Before Heron, no correct notion of the discharge of a canal, pipe, or river had been correctly formulated. Indeed, the notion of velocity was essentially unknown in Greek mechanics. The quantity of water delivered by an aqueduct or canal was quantified uniquely by a measure of the flow area. It was Heron who formulated for the first time the notion that the volumetric discharge, i. e. the volume of water delivered in a unit of time, is the product of the flow area and the velocity. One finds the following in his work Dioptra:
“It is to be noted that in order to know how much water the spring supplies it does not suffice to find the area of the cross section of the flow… It is necessary also to find the speed of the flow, as the swifter the flow is, the more water the spring supplies.”[201]
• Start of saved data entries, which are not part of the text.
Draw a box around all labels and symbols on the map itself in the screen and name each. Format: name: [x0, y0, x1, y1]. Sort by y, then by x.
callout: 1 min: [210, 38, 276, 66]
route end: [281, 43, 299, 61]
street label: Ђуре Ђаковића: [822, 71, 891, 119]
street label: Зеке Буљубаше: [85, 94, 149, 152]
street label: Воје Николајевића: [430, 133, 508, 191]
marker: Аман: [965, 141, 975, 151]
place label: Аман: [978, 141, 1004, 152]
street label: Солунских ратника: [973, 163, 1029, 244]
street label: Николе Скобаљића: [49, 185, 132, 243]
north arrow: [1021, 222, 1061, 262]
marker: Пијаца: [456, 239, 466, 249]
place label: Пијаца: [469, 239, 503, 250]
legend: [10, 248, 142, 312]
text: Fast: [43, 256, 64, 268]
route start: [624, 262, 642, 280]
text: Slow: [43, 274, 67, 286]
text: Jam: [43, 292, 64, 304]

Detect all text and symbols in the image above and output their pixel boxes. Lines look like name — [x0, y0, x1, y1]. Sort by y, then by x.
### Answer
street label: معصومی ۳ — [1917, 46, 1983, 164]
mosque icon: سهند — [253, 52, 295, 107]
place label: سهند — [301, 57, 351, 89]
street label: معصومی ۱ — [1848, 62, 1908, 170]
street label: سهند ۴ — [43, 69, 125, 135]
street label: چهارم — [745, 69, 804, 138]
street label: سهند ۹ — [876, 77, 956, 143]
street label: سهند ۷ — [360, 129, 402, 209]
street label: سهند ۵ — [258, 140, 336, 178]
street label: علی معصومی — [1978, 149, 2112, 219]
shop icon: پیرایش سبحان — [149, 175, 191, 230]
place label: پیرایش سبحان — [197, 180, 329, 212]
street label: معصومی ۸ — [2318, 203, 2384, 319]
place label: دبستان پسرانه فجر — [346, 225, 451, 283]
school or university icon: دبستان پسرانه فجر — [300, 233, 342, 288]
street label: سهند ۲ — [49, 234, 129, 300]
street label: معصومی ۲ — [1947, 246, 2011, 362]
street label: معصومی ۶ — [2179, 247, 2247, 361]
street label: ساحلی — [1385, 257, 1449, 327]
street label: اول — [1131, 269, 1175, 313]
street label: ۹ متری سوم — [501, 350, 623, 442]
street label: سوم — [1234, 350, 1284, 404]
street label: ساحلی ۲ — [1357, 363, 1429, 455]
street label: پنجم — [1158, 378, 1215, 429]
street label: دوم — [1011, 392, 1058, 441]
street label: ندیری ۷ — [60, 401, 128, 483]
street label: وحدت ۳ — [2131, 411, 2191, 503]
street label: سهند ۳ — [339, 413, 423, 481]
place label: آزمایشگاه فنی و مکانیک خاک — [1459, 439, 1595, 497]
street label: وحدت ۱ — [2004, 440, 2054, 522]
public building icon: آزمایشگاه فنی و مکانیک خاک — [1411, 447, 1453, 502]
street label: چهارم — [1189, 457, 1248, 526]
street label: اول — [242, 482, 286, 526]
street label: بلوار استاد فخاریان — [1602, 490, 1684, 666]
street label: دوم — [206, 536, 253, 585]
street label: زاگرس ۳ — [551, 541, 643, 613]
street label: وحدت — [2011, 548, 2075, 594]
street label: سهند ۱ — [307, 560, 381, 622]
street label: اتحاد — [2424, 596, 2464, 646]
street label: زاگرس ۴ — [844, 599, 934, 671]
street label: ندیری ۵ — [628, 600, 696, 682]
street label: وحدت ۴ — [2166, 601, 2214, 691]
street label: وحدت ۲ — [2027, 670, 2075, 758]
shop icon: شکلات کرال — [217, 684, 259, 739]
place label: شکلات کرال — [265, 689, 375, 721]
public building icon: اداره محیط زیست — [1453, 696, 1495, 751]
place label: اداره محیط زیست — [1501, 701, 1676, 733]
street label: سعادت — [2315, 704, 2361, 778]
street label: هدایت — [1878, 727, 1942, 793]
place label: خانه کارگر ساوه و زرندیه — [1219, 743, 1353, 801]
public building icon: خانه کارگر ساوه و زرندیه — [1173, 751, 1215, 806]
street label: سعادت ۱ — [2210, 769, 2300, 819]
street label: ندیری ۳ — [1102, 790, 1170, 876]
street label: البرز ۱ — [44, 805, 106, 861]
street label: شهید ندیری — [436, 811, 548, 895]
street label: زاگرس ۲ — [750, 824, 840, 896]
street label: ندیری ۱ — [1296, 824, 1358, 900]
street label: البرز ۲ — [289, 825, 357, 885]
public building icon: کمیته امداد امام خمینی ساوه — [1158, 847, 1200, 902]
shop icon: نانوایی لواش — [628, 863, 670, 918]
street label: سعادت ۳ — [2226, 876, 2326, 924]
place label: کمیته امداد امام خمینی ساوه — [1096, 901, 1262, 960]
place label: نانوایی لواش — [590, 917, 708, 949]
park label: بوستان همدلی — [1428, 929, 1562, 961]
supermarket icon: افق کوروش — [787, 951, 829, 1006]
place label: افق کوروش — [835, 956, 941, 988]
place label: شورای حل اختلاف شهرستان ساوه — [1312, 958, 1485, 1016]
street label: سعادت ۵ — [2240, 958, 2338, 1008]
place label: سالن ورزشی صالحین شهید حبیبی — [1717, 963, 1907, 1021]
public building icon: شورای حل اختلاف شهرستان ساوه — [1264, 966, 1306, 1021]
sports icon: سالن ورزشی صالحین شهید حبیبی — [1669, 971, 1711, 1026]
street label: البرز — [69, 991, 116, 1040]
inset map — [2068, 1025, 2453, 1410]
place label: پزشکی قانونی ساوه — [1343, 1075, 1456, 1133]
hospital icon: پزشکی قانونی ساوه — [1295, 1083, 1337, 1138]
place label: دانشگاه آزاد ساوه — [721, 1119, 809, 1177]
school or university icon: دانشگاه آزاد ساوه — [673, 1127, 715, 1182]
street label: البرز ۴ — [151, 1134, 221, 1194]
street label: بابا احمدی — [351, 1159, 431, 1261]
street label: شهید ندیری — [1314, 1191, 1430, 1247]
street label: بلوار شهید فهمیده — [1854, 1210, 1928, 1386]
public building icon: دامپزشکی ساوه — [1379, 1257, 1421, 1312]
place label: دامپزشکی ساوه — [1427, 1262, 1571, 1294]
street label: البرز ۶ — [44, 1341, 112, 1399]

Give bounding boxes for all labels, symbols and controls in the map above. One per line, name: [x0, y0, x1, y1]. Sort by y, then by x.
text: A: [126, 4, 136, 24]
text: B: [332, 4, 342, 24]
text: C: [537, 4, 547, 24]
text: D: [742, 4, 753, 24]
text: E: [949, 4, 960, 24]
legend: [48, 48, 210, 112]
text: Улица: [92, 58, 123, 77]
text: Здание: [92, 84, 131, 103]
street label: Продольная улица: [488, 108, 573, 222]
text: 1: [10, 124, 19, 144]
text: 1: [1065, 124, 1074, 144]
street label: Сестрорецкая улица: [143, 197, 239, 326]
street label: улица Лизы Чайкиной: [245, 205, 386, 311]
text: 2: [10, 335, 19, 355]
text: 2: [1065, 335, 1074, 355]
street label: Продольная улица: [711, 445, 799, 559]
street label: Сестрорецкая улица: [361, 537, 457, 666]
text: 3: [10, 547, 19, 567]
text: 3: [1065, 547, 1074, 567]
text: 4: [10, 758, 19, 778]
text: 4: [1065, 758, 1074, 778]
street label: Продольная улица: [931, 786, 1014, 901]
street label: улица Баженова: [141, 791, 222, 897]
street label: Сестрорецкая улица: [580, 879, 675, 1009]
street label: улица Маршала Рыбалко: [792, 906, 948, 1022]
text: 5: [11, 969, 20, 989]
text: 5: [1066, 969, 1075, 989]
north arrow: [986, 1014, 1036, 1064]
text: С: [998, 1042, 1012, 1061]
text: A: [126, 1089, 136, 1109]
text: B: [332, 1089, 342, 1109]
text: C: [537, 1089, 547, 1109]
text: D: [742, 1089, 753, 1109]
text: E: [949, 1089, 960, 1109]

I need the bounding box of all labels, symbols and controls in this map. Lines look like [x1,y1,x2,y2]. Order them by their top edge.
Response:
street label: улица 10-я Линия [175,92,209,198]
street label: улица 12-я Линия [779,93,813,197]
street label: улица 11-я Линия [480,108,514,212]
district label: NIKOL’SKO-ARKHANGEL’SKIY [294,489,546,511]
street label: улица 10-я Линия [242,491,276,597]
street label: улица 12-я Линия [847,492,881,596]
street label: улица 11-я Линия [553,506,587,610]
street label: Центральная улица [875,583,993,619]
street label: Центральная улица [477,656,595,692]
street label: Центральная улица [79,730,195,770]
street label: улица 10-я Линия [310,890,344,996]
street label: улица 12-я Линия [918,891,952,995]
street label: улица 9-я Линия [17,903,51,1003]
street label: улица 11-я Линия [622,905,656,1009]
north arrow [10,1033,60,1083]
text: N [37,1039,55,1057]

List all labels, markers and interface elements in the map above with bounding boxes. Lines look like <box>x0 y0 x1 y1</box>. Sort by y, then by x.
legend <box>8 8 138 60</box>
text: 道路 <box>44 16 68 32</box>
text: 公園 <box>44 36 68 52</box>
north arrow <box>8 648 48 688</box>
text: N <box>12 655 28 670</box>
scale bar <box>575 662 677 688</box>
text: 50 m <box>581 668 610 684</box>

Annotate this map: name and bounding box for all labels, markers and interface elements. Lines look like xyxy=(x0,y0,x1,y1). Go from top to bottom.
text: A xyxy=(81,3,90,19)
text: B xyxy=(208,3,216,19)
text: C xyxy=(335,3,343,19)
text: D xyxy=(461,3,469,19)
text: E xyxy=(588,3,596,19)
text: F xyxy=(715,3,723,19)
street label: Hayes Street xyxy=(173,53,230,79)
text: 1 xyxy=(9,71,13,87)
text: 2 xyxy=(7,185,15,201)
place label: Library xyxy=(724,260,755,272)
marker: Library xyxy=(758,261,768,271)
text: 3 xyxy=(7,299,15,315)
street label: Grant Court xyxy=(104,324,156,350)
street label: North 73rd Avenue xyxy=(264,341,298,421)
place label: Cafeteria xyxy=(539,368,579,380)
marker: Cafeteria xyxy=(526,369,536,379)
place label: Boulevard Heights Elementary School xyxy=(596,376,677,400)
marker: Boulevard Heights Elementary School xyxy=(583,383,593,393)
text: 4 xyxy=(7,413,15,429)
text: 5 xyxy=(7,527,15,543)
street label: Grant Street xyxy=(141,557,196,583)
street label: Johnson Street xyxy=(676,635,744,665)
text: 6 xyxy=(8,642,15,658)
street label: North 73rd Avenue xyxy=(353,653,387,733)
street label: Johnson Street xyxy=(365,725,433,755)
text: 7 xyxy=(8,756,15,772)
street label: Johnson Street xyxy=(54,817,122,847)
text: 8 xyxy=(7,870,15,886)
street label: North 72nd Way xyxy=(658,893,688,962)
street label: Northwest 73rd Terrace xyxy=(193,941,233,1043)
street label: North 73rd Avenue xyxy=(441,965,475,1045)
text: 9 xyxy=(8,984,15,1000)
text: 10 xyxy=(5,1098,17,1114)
The importance of the current velocity in calculating the discharge is thus established, but Heron did not have any means of measuring this velocity. So he also proposed another means of calculating the quantity of water delivered in a day:
“One should therefore dig a reservoir below the stream and note with the help of a sundial how much water flows into the reservoir in a given time, and thus calculate how much will flow in a day. The amount of water will be clear from the measure of the time.”
Coming too late to be useful to the Romans, who were the great constructors of this period, the concept is destined to be gradually forgotten over time. It is only in the West during the Renaissance that it will once again be formulated.